In an essay in the journal European Legacy, Norman Fiering summarizes the thought of Eugen Rosenstock-Huessy on biography. Fiering asks whether there are recurring patterns in the lives of significant individuals, and, relying on Rosenstock-Huessy, calls attention to moments of “conversion” (not necessarily religious) and “grace” (unexpected encounters that open new possibilities).

A significant life is one that forges new pathways, opens new possibilities for being human. Rosenstock-Huessy sees this in the life of Nietzsche: “In the heart of the German university tradition, in the [field of] Classics, a man had achieved success and abandoned it. The one universal ambition of any German, to become a professor, he had reached and transcended. . . . An unseen new trail had been beaten by Nietzsche around the times which surrounded me, free from any requirements of institutions, but imperative for our real life in the future. Never have I doubted, never have I shaken off my belief, that in Nietzsche something final had happened, an avatar of the divine ended. He had stepped outside of his time.”

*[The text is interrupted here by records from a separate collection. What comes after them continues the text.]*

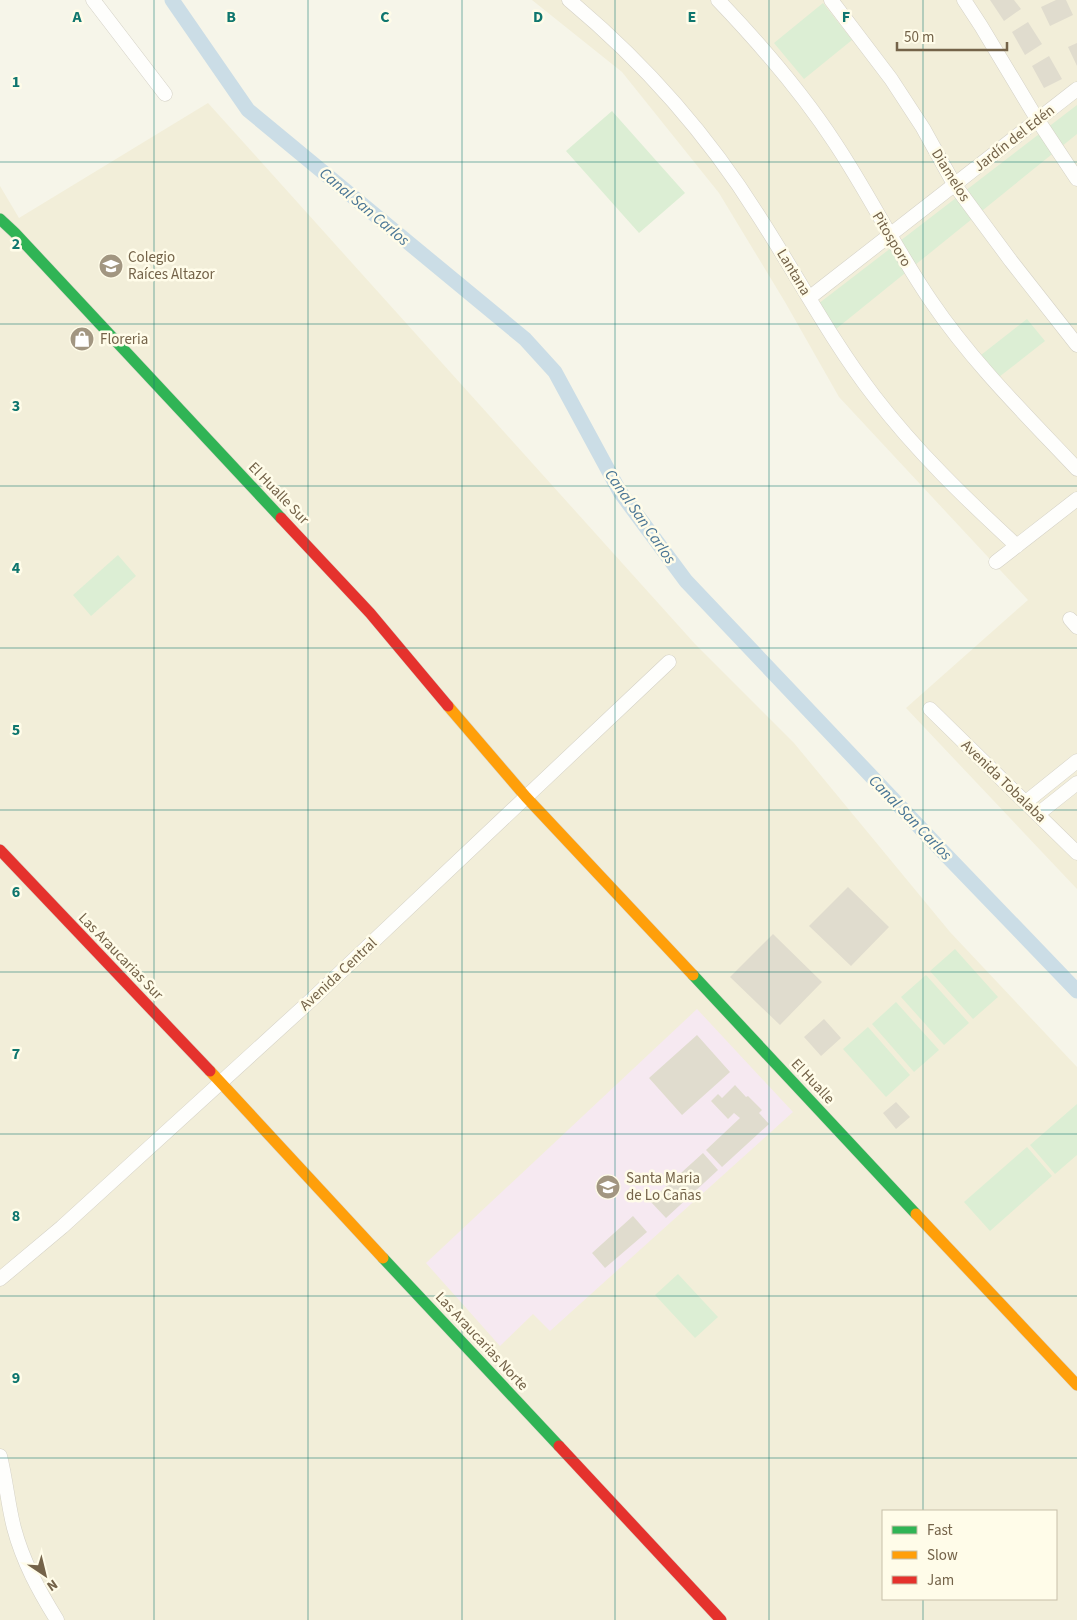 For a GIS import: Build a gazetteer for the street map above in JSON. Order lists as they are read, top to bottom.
{
  "streets": {
    "street": [
      "Jardín del Edén",
      "Diamelos",
      "Pitosporo",
      "Lantana",
      "El Hualle Sur",
      "Avenida Tobalaba",
      "Las Araucarias Sur",
      "Avenida Central",
      "El Hualle",
      "Las Araucarias Norte"
    ]
  },
  "crossings": [
    ["Jardín del Edén", "Diamelos"],
    ["Jardín del Edén", "Pitosporo"],
    ["Jardín del Edén", "Lantana"],
    ["El Hualle Sur", "Avenida Central"],
    ["El Hualle Sur", "El Hualle"],
    ["Las Araucarias Sur", "Avenida Central"],
    ["Las Araucarias Sur", "Las Araucarias Norte"],
    ["Avenida Central", "El Hualle"],
    ["Avenida Central", "Las Araucarias Norte"]
  ],
  "water": ["Canal San Carlos"],
  "places": {
    "school or university": ["Colegio Raíces Altazor", "Santa Maria de Lo Cañas"],
    "shop": ["Floreria"]
  },
  "legend": ["Fast", "Slow", "Jam"],
  "scale_bar": "50 m",
  "north": "bottom right",
  "grid": {
    "columns": [
      "A",
      "B",
      "C",
      "D",
      "E",
      "F"
    ],
    "rows": [
      "1",
      "2",
      "3",
      "4",
      "5",
      "6",
      "7",
      "8",
      "9"
    ]
  }
}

Nietzsche’s decision was not religiously motivated, but it had religious implications. Fiering notes that “the exceedingly brilliant student of Classics, Nietzsche, permanently undermined a German ideal, or idol, indeed a false god, by his devaluation of an academic career.”

For Rosenstock, the life is prior to and more foundational than the idea. Fiering puts it this way: “The embodiment or incarnation of a wholly new idea, evident in the life of a person, comes first, from which we may thereafter draw a lesson, or a moral, or derive ‘values,’ as we like to say, and thereby be freed from a prior social constraint (or perhaps fall under a new constraint). The point is, nothing is proven or established until it is first lived. Ideas in themselves are plentiful and cheap.” For Rosenstock-Huessy, “in the beginning is the incarnated word.”

Rosenstock himself put it pithily: “I prefer a child to an idea, and Lincoln to any abstract principle.”

(Fiering, “The Structure of Significant Lives,” The European Legacy [2017]: 1–21.)